▸ BRIEF:
Print out each entry below in full, exactly as given, excluding pictures.
+++++
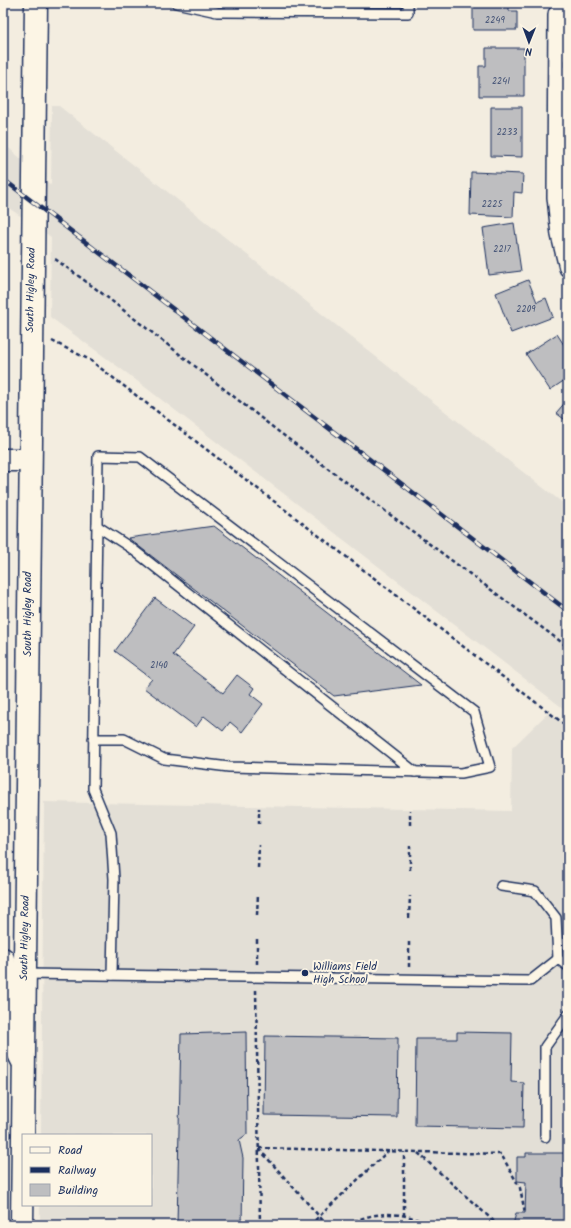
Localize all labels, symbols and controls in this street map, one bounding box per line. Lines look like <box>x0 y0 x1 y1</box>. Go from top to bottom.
house number: 2249 <box>485 13 506 28</box>
north arrow <box>509 22 549 62</box>
text: N <box>525 42 532 60</box>
house number: 2241 <box>492 74 510 89</box>
house number: 2233 <box>497 125 517 140</box>
house number: 2225 <box>482 197 503 212</box>
house number: 2217 <box>493 242 512 257</box>
street label: South Higley Road <box>21 247 41 333</box>
house number: 2209 <box>516 302 536 317</box>
street label: South Higley Road <box>19 571 37 657</box>
house number: 2140 <box>150 658 168 673</box>
street label: South Higley Road <box>15 895 35 981</box>
place label: Williams Field High School <box>313 958 377 989</box>
marker: Williams Field High School <box>300 968 310 978</box>
legend <box>22 1134 152 1206</box>
text: Road <box>58 1141 83 1160</box>
text: Railway <box>58 1161 96 1180</box>
text: Building <box>58 1181 98 1200</box>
+++++
▸ TASK SOLUTION:
Localize all labels, symbols and controls in this street map, one bounding box per line. Lines look like <box>x0 y0 x1 y1</box>. Go from top to bottom.
house number: 2249 <box>485 13 506 28</box>
north arrow <box>509 22 549 62</box>
text: N <box>525 42 532 60</box>
house number: 2241 <box>492 74 510 89</box>
house number: 2233 <box>497 125 517 140</box>
house number: 2225 <box>482 197 503 212</box>
house number: 2217 <box>493 242 512 257</box>
street label: South Higley Road <box>21 247 41 333</box>
house number: 2209 <box>516 302 536 317</box>
street label: South Higley Road <box>19 571 37 657</box>
house number: 2140 <box>150 658 168 673</box>
street label: South Higley Road <box>15 895 35 981</box>
place label: Williams Field High School <box>313 958 377 989</box>
marker: Williams Field High School <box>300 968 310 978</box>
legend <box>22 1134 152 1206</box>
text: Road <box>58 1141 83 1160</box>
text: Railway <box>58 1161 96 1180</box>
text: Building <box>58 1181 98 1200</box>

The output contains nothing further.